Dreyfus établit qu’il n’avait jamais été à la Banque ; Gobert, qu’il avait su le nom de l’officier soupçonné à l’aide de sa feuille signalétique, qu’il tenait de Gonse avec d’autres pièces. Les nom et prénom de Dreyfus y avaient bien été découpés, mais on y avait laissé sa date de naissance, les dates de ses promotions ; l’expert, sachant de Gonse qu’il s’agissait d’un officier d’artillerie, n’avait eu qu’à ouvrir l’annuaire pour connaître le nom[1].

Du Paty, d’une inlassable maladresse, inflige un démenti à Gobert, nie que la feuille signalétique fût au dossier ; Maurel va aux preuves, et trouve la feuille telle que l’expert l’a décrite[2].

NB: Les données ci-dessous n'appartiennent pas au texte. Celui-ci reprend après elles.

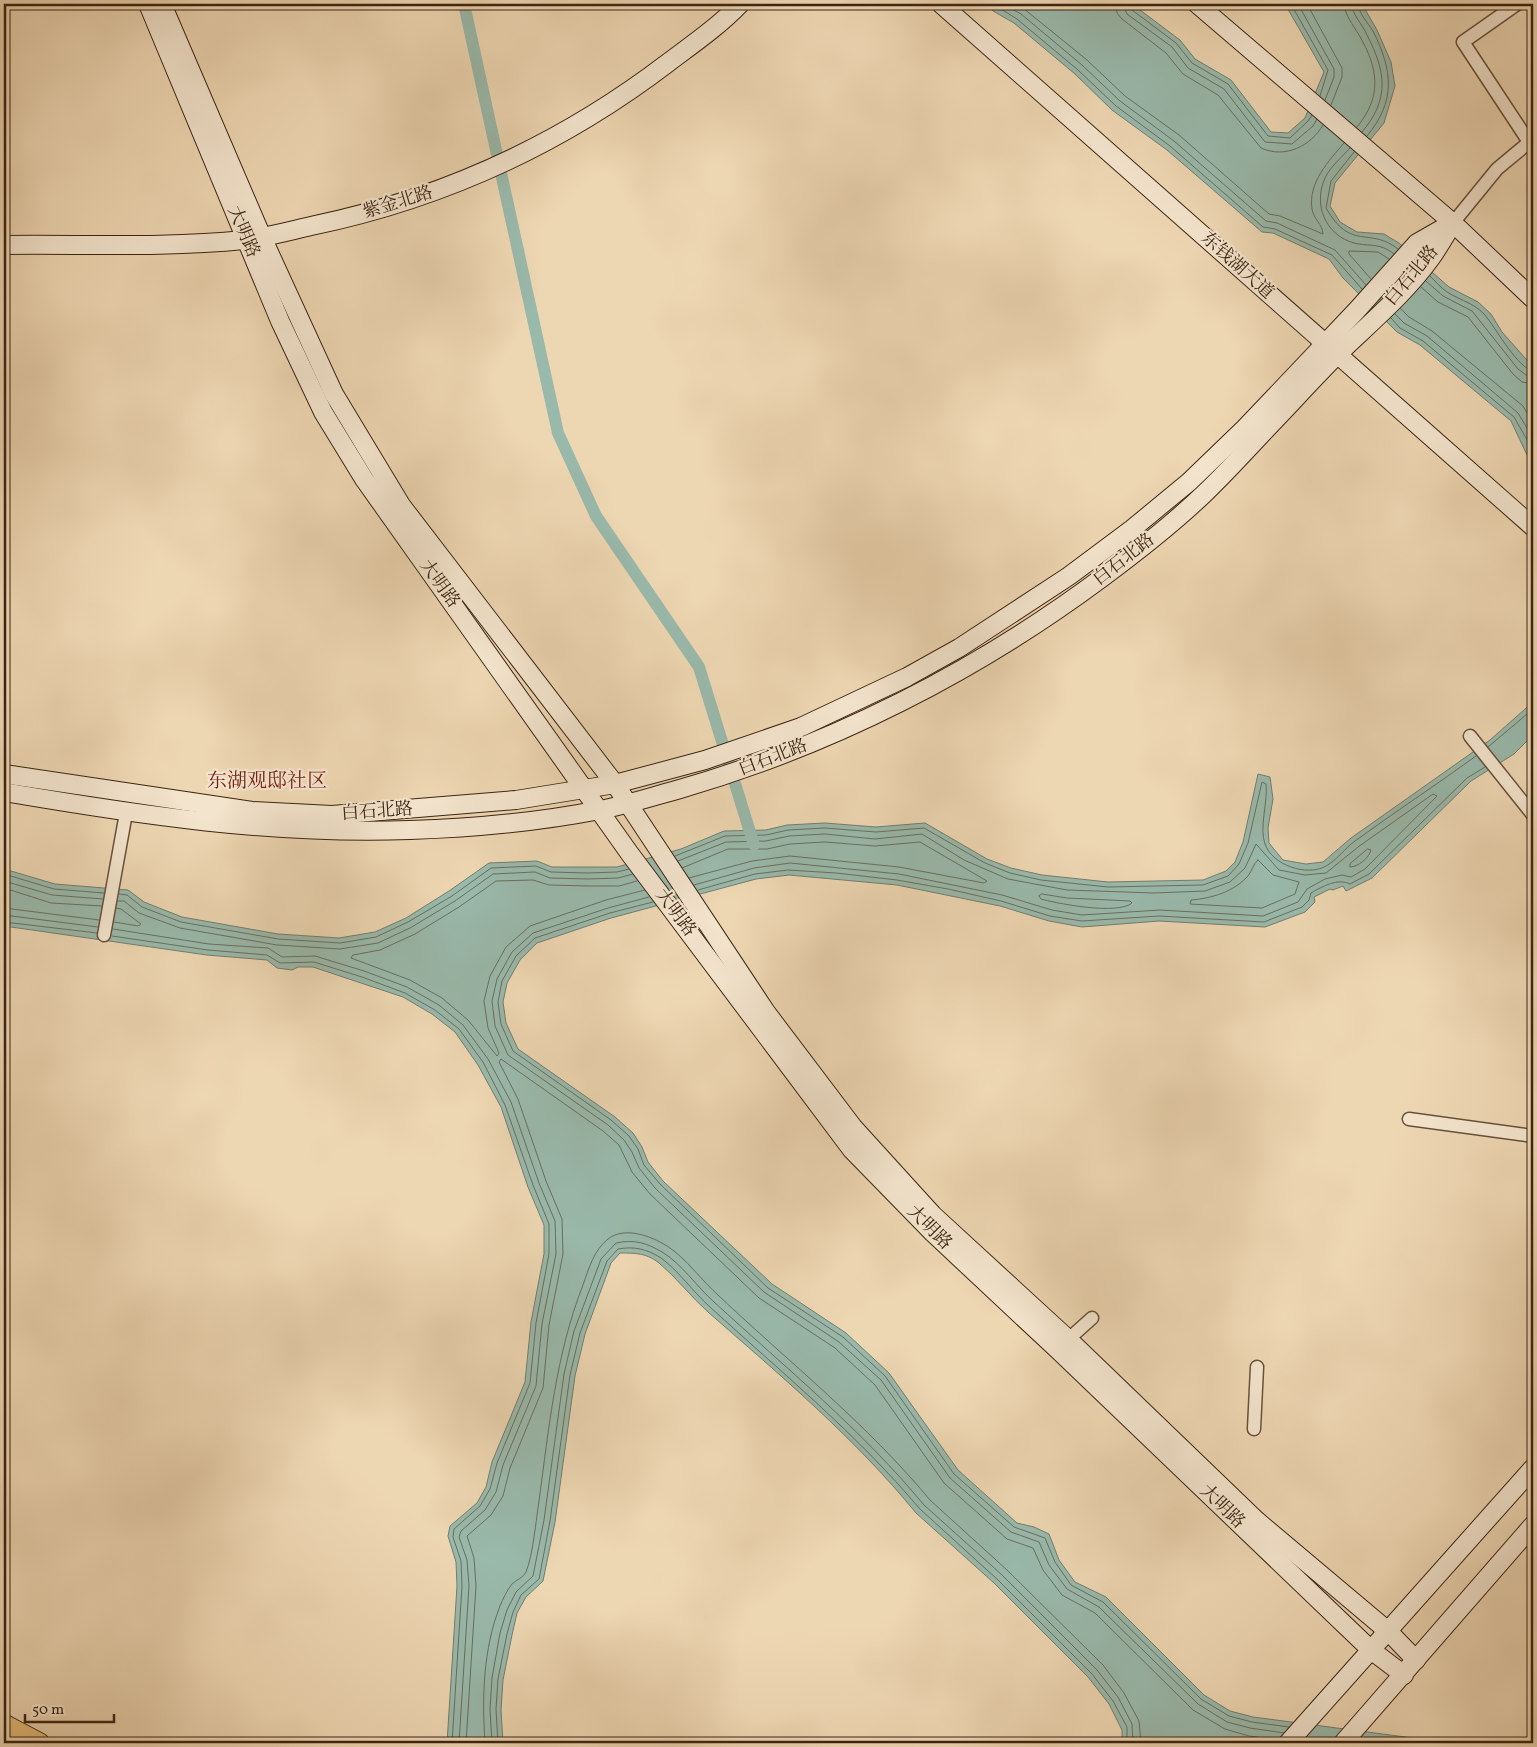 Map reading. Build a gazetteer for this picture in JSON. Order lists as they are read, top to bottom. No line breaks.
{"streets":{"main road":["紫金北路","大明路","东钱湖大道","白石北路"]},"crossings":[["紫金北路","大明路"],["大明路","白石北路"],["东钱湖大道","白石北路"]],"districts":["东湖观邸社区"],"scale_bar":"50 m"}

Mais ce vif incident ne tourne qu’à la confusion de Du Paty ; Brisset, descendant de son siège, montre à Gobert des pièces de l’écriture de Dreyfus : « Qu’auriez-vous conclu, si vous les aviez eues pour vos comparaisons ? » L’expert les examine, répond que son avis n’en eût été modifié en rien. Mais il sent que l’opinion du commissaire du Gouvernement est inébranlable et que les insinuations de Gonse ont porté.

  1. Cass., I, 272 ; Rennes, II, 304, Gobert.
  2. Cass., I, 272, Gobert.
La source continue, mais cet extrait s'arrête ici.